# TASK REQUIREMENTS:
These entries are to be retyped in full, word for word.

# PROVIDED DATA:
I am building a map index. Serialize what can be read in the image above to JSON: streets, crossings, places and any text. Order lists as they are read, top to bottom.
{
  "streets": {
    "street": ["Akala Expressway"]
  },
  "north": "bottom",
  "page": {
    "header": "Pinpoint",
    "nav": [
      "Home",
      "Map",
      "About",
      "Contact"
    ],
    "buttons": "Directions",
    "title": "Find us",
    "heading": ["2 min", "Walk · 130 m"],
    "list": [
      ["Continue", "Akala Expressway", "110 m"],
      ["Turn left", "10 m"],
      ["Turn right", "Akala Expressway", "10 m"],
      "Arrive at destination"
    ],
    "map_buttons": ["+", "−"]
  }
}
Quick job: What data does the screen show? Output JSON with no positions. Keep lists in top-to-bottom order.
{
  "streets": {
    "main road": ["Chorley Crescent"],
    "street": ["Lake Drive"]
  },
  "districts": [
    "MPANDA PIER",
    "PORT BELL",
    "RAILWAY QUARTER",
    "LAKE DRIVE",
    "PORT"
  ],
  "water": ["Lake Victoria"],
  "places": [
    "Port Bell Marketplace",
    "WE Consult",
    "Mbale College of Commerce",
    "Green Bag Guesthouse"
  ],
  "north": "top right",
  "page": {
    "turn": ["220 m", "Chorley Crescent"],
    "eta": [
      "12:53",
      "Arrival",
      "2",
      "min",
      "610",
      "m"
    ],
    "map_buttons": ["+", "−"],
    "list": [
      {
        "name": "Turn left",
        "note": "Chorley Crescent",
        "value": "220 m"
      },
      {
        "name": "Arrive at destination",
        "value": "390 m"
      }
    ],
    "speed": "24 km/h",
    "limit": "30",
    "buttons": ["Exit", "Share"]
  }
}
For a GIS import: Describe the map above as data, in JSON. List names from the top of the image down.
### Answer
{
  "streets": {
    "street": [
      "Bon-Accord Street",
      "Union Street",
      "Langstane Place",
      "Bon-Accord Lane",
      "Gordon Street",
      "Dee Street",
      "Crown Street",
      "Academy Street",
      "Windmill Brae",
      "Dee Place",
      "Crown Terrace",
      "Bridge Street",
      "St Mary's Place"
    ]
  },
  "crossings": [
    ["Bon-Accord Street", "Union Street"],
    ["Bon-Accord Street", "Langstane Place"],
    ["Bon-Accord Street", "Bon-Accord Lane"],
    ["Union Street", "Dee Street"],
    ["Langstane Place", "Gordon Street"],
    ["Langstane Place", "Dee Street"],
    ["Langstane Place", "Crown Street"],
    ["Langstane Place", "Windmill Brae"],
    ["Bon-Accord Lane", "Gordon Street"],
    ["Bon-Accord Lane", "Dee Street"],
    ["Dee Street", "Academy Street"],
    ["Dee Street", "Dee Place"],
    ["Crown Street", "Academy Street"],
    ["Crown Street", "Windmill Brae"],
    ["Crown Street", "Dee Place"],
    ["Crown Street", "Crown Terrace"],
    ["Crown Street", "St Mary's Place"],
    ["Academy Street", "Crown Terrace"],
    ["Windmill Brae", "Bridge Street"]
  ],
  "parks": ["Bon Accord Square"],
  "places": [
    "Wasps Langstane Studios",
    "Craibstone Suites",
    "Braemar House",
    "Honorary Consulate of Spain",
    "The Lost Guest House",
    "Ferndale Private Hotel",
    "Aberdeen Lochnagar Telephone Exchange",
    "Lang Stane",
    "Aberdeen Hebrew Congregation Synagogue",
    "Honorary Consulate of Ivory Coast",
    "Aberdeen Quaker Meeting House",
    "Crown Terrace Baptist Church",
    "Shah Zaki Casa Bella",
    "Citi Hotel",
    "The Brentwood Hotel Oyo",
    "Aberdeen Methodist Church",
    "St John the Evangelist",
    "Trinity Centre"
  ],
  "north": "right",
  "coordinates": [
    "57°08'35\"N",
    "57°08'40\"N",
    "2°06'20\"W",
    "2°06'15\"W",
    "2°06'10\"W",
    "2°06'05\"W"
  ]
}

# YOUR SOLUTION:
I am building a map index. Serialize what can be read in the image above to JSON: streets, crossings, places and any text. Order lists as they are read, top to bottom.
{
  "streets": {
    "street": ["Akala Expressway"]
  },
  "north": "bottom",
  "page": {
    "header": "Pinpoint",
    "nav": [
      "Home",
      "Map",
      "About",
      "Contact"
    ],
    "buttons": "Directions",
    "title": "Find us",
    "heading": ["2 min", "Walk · 130 m"],
    "list": [
      ["Continue", "Akala Expressway", "110 m"],
      ["Turn left", "10 m"],
      ["Turn right", "Akala Expressway", "10 m"],
      "Arrive at destination"
    ],
    "map_buttons": ["+", "−"]
  }
}
Quick job: What data does the screen show? Output JSON with no positions. Keep lists in top-to-bottom order.
{
  "streets": {
    "main road": ["Chorley Crescent"],
    "street": ["Lake Drive"]
  },
  "districts": [
    "MPANDA PIER",
    "PORT BELL",
    "RAILWAY QUARTER",
    "LAKE DRIVE",
    "PORT"
  ],
  "water": ["Lake Victoria"],
  "places": [
    "Port Bell Marketplace",
    "WE Consult",
    "Mbale College of Commerce",
    "Green Bag Guesthouse"
  ],
  "north": "top right",
  "page": {
    "turn": ["220 m", "Chorley Crescent"],
    "eta": [
      "12:53",
      "Arrival",
      "2",
      "min",
      "610",
      "m"
    ],
    "map_buttons": ["+", "−"],
    "list": [
      {
        "name": "Turn left",
        "note": "Chorley Crescent",
        "value": "220 m"
      },
      {
        "name": "Arrive at destination",
        "value": "390 m"
      }
    ],
    "speed": "24 km/h",
    "limit": "30",
    "buttons": ["Exit", "Share"]
  }
}
For a GIS import: Describe the map above as data, in JSON. List names from the top of the image down.
### Answer
{
  "streets": {
    "street": [
      "Bon-Accord Street",
      "Union Street",
      "Langstane Place",
      "Bon-Accord Lane",
      "Gordon Street",
      "Dee Street",
      "Crown Street",
      "Academy Street",
      "Windmill Brae",
      "Dee Place",
      "Crown Terrace",
      "Bridge Street",
      "St Mary's Place"
    ]
  },
  "crossings": [
    ["Bon-Accord Street", "Union Street"],
    ["Bon-Accord Street", "Langstane Place"],
    ["Bon-Accord Street", "Bon-Accord Lane"],
    ["Union Street", "Dee Street"],
    ["Langstane Place", "Gordon Street"],
    ["Langstane Place", "Dee Street"],
    ["Langstane Place", "Crown Street"],
    ["Langstane Place", "Windmill Brae"],
    ["Bon-Accord Lane", "Gordon Street"],
    ["Bon-Accord Lane", "Dee Street"],
    ["Dee Street", "Academy Street"],
    ["Dee Street", "Dee Place"],
    ["Crown Street", "Academy Street"],
    ["Crown Street", "Windmill Brae"],
    ["Crown Street", "Dee Place"],
    ["Crown Street", "Crown Terrace"],
    ["Crown Street", "St Mary's Place"],
    ["Academy Street", "Crown Terrace"],
    ["Windmill Brae", "Bridge Street"]
  ],
  "parks": ["Bon Accord Square"],
  "places": [
    "Wasps Langstane Studios",
    "Craibstone Suites",
    "Braemar House",
    "Honorary Consulate of Spain",
    "The Lost Guest House",
    "Ferndale Private Hotel",
    "Aberdeen Lochnagar Telephone Exchange",
    "Lang Stane",
    "Aberdeen Hebrew Congregation Synagogue",
    "Honorary Consulate of Ivory Coast",
    "Aberdeen Quaker Meeting House",
    "Crown Terrace Baptist Church",
    "Shah Zaki Casa Bella",
    "Citi Hotel",
    "The Brentwood Hotel Oyo",
    "Aberdeen Methodist Church",
    "St John the Evangelist",
    "Trinity Centre"
  ],
  "north": "right",
  "coordinates": [
    "57°08'35\"N",
    "57°08'40\"N",
    "2°06'20\"W",
    "2°06'15\"W",
    "2°06'10\"W",
    "2°06'05\"W"
  ]
}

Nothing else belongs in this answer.